Enrique Martínez y Morales columnista

Stéphane Breitwieser es el ladrón de arte más audaz de todos los tiempos. Logró robar más de 230 obras de arte renacentista de los principales museos de Europa, valuadas en más de 2 mil millones de dólares. Y lo más espectacular de todo es que no realizó sus fechorías siglos atrás, cuando no había sistemas de seguridad eficientes, sino hace apenas 3 décadas, con todo y cámaras de vigilancia, rayos láser, sensores de movimiento, detectores de metal y personal altamente capacitado.

Hace poco leí la biografía del delincuente francés escrita por Michael Finkel. Aunque adquirí el libro a sabiendas que era una historia real, llegué a pensar que el autor fantaseaba. Google disipó mi incredulidad: todo era cierto.

Fueron más de 7 años de actividad delictiva, sustrayendo una pieza cada 12 días en promedio. La policía y los detectives especializados de los países donde se localizan los museos saqueados no podían dar con el autor material de los ilícitos porque seguían las pistas equivocadas. Según su experiencia, un ladrón de arte tiene una de tres motivaciones:

1.- Vender las obras de arte a un intermediario del bajo mundo, rematándolas a un precio de ganga, dado el riesgo que implica su comercialización posterior a algún coleccionista.

2.- Pedir un rescate al museo, al dueño privado o al seguro, como si fuera un secuestro. Aunque esta estrategia no funciona en todos lados, porque algunos países prohíben el pago de rescates.

3.- Monetizar las piezas. Es decir, utilizarlas como si fueran dinero en efectivo. Es más fácil trasladar en aeropuertos y controles aduanales un lienzo enrollado que un maletín lleno de paquetes de dólares.

Las tres opciones en el radar de los investigadores implican un intercambio, puntos vulnerables donde ejercieron la inteligencia policiaca. Pero Breitwieser no hizo nada de eso. Por el contrario, colgaba los cuadros en las paredes de su cuarto y colocaba las esculturas sobre sus muebles, para admirarlas y contemplarlas todos los días.

Él no se considera un ladrón, ya que afirma que solo las había tomado prestadas temporalmente y las regresaría en algún momento de su vida. No es un cleptómano tampoco, porque éste, según la definición de los psicólogos, no se apasiona de los objetos sustraídos, pero sí del acto del robar.

Cometió un error en el último de sus atracos y fue descubierto, lo detuvieron e incomunicaron.

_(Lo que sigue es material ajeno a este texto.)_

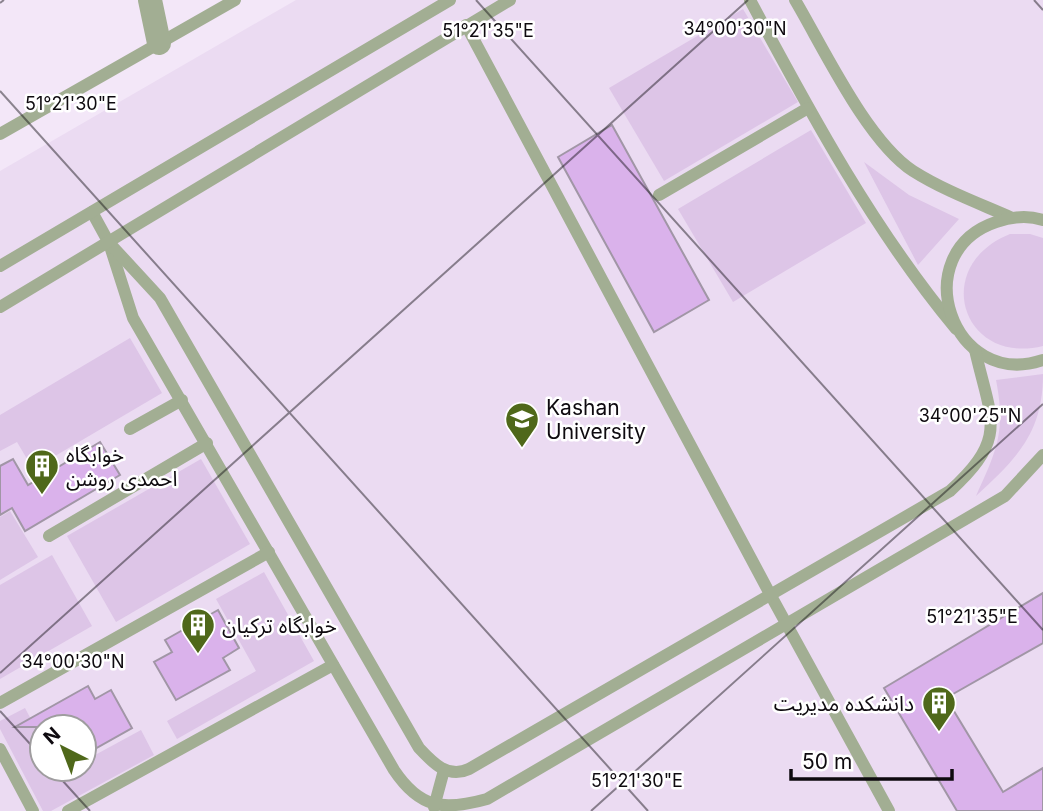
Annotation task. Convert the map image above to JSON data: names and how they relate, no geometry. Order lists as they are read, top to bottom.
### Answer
{
  "places": {
    "school or university": ["Kashan University"],
    "building": ["خوابگاه احمدی روشن", "خوابگاه ترکیان", "دانشکده مدیریت"]
  },
  "scale_bar": "50 m",
  "north": "top left",
  "coordinates": [
    "34°00'30\"N",
    "51°21'35\"E",
    "51°21'30\"E",
    "34°00'25\"N"
  ]
}
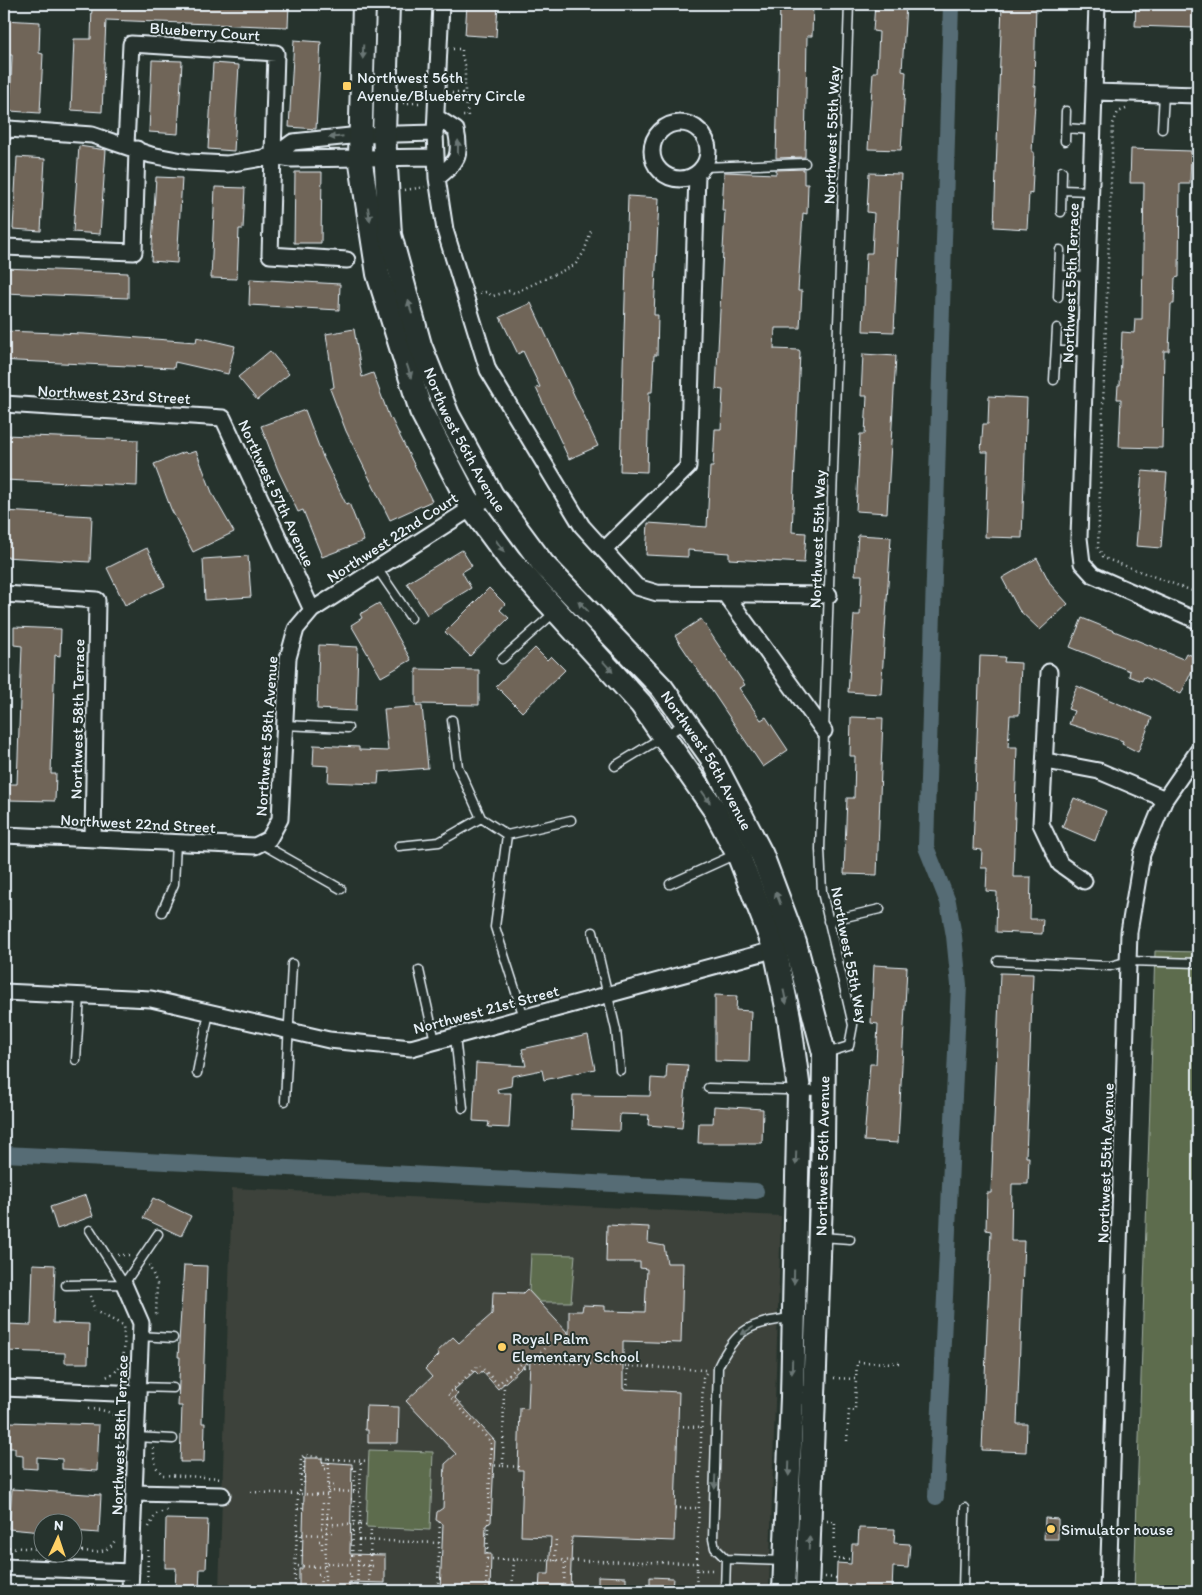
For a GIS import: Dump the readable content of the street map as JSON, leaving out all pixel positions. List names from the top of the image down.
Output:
{
  "streets": {
    "street": [
      "Blueberry Court",
      "Northwest 55th Terrace",
      "Northwest 23rd Street",
      "Northwest 56th Avenue",
      "Northwest 57th Avenue",
      "Northwest 22nd Court",
      "Northwest 58th Terrace",
      "Northwest 58th Avenue",
      "Northwest 22nd Street",
      "Northwest 21st Street",
      "Northwest 55th Avenue"
    ],
    "lane": ["Northwest 55th Way"]
  },
  "crossings": [
    ["Northwest 55th Way", "Northwest 56th Avenue"],
    ["Northwest 23rd Street", "Northwest 57th Avenue"],
    ["Northwest 56th Avenue", "Northwest 22nd Court"],
    ["Northwest 56th Avenue", "Northwest 21st Street"],
    ["Northwest 57th Avenue", "Northwest 22nd Court"],
    ["Northwest 57th Avenue", "Northwest 58th Avenue"],
    ["Northwest 22nd Court", "Northwest 58th Avenue"],
    ["Northwest 58th Terrace", "Northwest 22nd Street"],
    ["Northwest 58th Avenue", "Northwest 22nd Street"]
  ],
  "places": {
    "transit": ["Northwest 56th Avenue/Blueberry Circle"],
    "other": ["Royal Palm Elementary School", "Simulator house"]
  },
  "north": "top"
}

Su madre, para protegerlo, se deshizo de las obras para eliminar las evidencias. Afortunadamente la mayoría de las esculturas y piezas valiosas fueron rescatadas por buzos del fondo de un río, no así los lienzos que fueron destruidos.

La moraleja de esta historia es que, si queremos encontrar respuestas correctas, muchas veces tenemos que pensar fuera de la caja. Ir más allá de lo aparentemente evidente y echar a andar nuestra imaginación. Para todo hay solución, solo tenemos que echar mano de nuestra creatividad.